Yo era tan feliz que estaba por encima de las sensaciones físicas, y la
verdadera gozada que era estar follando con ese bombón me tenía abstraído.
Quizá fue eso. O quizá fue el vino que habíamos bebido en la comida. O quizá fue el
tiempo desde la última vez que había estado con una mujer.
Pero debo decir que, a pesar de las maravillas que ella obraba con sus caderas y su
culo, de la forma en que, realmente, ella se me follaba, yo no acabé de
correrme ese día. Primero la follé moviéndome yo, durante bastante rato, luego
fue ella la que se movía contra mí, y luego intenté masturbarme para regarla
con mi semen. Pero no lo conseguí, y eso ha quedado como la anécdota de aquella
primera vez en que ella y yo lo hicimos. Por supuesto, en siguientes encuentros
sí me corrí, con total normalidad. Incluso alguna vez, por desgracia, demasiado
pronto. Pero eso será algo que contaré otro día, si lo hago.
Este ha sido mi relato de la primera vez que estuve con mi
chica.
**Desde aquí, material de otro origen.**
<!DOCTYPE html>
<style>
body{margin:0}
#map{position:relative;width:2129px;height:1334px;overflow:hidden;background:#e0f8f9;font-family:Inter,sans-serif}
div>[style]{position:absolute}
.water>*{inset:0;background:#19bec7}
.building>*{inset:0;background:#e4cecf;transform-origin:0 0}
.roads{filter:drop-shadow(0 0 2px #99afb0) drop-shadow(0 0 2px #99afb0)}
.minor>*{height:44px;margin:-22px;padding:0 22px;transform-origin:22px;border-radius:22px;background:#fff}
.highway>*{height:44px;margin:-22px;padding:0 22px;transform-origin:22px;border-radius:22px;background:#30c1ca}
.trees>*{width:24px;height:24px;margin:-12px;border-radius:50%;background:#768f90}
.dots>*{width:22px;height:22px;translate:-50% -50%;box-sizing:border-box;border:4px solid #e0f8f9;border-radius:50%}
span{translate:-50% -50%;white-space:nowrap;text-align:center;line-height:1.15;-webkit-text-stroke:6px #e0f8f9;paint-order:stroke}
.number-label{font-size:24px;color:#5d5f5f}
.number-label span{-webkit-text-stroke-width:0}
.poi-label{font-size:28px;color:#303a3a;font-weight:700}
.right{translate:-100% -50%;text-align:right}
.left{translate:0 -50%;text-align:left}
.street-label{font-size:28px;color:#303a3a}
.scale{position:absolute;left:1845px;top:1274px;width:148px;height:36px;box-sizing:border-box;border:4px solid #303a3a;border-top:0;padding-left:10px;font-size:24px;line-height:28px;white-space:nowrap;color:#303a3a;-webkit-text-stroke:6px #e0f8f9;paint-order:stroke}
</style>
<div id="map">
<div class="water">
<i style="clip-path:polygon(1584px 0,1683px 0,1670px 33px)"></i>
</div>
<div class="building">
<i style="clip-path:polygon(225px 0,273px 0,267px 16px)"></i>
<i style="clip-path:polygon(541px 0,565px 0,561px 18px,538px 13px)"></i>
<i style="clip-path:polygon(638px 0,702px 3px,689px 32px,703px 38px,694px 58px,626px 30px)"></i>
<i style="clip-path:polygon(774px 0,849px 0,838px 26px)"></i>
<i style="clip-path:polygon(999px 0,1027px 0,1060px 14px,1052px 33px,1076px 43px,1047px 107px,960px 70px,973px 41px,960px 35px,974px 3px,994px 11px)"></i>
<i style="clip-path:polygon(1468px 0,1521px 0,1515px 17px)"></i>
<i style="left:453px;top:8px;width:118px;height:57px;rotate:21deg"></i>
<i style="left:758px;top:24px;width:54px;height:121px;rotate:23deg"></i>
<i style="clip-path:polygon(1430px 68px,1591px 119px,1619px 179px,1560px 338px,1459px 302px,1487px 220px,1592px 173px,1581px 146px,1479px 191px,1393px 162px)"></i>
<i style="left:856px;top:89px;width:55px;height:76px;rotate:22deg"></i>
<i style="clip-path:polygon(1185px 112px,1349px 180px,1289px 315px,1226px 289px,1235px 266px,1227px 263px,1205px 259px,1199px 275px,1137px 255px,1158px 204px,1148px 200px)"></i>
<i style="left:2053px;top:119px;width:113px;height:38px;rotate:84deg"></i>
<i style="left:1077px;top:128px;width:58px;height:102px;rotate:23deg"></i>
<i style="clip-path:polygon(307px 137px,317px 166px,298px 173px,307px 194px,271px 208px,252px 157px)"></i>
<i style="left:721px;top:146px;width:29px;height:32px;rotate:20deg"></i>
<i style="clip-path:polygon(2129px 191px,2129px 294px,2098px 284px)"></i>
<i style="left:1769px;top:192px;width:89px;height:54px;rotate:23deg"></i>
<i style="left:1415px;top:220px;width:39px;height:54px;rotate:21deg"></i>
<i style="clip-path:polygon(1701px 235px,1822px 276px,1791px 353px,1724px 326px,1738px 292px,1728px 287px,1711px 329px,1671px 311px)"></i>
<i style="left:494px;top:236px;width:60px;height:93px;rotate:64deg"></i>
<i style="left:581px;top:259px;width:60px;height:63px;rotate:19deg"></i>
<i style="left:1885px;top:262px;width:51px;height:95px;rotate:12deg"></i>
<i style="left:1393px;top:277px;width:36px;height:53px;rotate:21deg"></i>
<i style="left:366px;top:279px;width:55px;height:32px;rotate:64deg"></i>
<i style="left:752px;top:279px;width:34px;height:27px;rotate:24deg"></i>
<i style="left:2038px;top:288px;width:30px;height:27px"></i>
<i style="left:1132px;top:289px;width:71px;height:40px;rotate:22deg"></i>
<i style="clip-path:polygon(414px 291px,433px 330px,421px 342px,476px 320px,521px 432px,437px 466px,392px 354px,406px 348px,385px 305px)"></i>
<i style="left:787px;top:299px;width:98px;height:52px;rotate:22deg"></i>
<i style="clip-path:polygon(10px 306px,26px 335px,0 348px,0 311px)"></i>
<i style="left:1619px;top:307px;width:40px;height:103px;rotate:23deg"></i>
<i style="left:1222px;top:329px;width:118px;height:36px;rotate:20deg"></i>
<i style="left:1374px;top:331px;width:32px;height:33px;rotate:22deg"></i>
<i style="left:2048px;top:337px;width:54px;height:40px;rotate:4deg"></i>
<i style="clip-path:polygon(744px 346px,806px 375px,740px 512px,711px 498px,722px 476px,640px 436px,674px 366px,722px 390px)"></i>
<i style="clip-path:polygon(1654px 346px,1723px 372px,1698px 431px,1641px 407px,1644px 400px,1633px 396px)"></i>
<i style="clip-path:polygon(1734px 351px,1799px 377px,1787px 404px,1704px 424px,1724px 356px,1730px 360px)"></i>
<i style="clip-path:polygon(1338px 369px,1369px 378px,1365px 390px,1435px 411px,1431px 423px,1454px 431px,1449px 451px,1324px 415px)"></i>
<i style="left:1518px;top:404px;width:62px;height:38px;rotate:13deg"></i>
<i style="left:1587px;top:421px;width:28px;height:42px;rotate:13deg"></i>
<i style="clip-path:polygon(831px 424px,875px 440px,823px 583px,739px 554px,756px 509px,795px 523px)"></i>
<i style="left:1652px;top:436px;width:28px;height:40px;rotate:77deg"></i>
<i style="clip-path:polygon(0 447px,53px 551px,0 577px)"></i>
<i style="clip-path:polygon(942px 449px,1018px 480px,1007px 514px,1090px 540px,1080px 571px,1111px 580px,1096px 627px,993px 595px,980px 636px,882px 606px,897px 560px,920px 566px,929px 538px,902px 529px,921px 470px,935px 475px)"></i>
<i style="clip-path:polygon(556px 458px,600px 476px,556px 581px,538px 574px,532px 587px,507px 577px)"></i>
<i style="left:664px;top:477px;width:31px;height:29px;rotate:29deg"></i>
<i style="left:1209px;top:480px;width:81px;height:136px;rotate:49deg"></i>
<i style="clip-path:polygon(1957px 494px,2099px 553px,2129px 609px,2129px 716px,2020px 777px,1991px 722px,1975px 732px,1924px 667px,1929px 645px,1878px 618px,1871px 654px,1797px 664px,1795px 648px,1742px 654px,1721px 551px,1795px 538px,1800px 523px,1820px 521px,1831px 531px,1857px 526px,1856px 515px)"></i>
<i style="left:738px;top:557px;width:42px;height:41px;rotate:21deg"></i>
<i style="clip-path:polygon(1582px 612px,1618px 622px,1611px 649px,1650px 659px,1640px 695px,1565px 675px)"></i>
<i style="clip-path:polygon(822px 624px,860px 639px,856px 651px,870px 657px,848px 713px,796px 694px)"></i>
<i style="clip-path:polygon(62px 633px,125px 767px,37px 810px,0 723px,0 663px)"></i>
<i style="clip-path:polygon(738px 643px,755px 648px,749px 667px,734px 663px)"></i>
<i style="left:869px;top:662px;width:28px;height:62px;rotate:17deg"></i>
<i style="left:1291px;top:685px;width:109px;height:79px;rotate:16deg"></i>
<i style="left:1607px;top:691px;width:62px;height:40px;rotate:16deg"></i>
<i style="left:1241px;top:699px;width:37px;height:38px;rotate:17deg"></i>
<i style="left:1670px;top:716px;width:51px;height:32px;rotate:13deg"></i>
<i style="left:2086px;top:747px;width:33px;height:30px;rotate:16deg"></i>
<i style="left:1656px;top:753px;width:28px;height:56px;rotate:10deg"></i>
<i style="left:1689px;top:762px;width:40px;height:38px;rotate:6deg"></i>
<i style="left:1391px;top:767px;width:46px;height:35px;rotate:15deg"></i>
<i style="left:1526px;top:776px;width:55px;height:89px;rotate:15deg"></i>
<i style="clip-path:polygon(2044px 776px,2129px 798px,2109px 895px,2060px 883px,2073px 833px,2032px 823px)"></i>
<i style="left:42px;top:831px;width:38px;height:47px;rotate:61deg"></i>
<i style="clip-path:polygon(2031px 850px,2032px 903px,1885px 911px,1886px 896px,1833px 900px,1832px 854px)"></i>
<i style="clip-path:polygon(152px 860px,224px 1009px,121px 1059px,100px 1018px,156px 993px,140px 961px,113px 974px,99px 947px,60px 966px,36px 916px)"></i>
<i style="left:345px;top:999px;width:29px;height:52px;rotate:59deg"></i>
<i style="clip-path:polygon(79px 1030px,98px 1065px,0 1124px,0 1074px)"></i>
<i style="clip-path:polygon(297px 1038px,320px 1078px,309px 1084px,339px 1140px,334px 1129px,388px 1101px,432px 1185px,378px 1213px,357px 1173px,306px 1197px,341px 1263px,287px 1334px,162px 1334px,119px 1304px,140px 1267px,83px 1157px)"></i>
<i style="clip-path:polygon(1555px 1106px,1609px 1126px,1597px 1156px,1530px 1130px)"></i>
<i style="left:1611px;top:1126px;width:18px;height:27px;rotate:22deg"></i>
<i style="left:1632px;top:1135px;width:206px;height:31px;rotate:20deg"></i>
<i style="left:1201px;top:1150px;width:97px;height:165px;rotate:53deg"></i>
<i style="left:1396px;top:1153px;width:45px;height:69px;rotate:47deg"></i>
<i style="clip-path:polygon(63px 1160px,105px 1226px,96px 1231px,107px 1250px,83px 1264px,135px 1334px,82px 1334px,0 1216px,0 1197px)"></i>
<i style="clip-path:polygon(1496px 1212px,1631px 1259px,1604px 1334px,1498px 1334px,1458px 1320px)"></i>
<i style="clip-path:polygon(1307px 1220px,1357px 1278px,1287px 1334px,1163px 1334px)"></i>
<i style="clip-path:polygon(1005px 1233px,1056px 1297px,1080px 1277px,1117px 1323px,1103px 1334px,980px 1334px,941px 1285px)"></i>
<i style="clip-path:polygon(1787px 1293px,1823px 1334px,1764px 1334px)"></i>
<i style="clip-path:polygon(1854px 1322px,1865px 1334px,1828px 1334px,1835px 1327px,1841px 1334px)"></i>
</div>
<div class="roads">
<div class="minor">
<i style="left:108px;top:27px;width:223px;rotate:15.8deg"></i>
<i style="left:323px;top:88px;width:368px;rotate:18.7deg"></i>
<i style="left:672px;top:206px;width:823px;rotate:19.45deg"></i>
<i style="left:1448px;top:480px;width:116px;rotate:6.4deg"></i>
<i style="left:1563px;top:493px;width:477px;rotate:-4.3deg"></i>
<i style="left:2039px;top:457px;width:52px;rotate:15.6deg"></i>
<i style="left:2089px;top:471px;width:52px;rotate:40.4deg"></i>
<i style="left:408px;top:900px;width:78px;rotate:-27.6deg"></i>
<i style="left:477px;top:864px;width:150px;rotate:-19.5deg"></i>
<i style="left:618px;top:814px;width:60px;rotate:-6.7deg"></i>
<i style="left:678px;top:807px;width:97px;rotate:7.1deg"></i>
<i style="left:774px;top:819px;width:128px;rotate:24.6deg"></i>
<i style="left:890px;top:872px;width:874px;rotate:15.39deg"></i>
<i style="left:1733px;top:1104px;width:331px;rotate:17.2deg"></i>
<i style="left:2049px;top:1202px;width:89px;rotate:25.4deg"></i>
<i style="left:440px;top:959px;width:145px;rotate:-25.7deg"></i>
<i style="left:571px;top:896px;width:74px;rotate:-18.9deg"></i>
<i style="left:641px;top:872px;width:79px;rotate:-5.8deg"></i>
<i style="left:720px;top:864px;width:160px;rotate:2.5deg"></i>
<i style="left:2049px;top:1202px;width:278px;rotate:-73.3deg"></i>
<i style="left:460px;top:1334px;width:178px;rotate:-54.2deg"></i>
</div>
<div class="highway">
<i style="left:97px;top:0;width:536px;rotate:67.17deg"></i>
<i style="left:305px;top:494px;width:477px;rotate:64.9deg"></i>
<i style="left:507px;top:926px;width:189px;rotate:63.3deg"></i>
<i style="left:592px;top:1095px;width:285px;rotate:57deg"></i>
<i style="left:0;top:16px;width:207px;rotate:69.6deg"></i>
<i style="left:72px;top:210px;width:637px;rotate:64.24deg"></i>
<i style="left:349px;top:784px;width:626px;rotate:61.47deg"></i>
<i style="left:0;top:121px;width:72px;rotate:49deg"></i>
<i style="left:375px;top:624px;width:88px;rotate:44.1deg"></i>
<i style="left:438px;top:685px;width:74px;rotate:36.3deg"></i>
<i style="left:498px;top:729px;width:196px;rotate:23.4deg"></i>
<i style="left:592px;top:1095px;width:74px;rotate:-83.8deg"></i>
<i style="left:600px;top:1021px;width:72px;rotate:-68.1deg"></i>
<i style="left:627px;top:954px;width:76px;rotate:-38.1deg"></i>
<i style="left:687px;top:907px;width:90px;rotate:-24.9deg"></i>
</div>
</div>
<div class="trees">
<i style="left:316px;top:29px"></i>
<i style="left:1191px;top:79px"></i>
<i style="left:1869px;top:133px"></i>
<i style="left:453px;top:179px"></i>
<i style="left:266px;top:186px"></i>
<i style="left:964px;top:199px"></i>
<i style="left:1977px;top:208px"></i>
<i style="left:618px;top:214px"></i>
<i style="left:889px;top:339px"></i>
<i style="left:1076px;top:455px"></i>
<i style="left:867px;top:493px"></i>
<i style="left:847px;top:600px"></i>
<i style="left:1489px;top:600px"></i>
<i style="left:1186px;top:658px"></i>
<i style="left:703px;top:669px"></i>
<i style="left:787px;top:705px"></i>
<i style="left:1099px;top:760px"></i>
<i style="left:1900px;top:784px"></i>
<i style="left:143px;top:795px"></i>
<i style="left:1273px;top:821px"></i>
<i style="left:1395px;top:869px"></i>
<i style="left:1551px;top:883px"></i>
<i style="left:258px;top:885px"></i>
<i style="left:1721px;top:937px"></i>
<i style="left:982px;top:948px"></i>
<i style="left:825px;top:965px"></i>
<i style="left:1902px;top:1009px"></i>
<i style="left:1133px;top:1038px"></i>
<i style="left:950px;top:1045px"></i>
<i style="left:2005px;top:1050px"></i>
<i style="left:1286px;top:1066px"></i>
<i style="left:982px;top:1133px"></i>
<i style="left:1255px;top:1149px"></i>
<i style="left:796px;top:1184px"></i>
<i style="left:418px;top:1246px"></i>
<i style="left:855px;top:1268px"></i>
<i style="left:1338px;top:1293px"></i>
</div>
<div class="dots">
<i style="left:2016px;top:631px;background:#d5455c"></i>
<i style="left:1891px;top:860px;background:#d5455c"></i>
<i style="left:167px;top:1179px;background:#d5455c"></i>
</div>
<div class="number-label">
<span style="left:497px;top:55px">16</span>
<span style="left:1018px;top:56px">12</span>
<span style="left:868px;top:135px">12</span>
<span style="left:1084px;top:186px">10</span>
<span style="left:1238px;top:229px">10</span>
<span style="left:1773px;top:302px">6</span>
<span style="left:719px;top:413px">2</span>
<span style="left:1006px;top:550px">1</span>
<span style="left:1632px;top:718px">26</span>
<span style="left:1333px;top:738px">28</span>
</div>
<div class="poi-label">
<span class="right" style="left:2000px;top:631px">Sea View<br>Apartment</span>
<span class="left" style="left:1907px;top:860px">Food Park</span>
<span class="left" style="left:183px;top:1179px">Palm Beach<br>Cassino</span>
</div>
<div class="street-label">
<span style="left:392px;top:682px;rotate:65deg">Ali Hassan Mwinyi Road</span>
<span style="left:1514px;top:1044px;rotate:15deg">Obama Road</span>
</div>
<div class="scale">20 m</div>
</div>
Entiendo que no es tan sensual o tan excitante como otros relatos que
hayáis leído, incluso en este mismo blog. Pero este es real, palabra por
palabra. Está escrito para documentar un momento íntimo, como otras parejas
hacen fotos o vídeos de sus momentos íntimos, como explicaba al principio del
relato. Os cuento algo íntimo y real, mío y de otra persona que sabe que es
ella la persona en cuestión y que, de hecho, me ha pedido que lo escriba. Es su
acción exhibicionista, es su forma de mostrarse al mundo, aunque sea a través
de mis palabras. Quizá, si tenemos suerte, ella nos lo cuente algún día con las
suyas. O se anime a hacer otras cosas. Quizá. Gracias por leerme. Por leernos.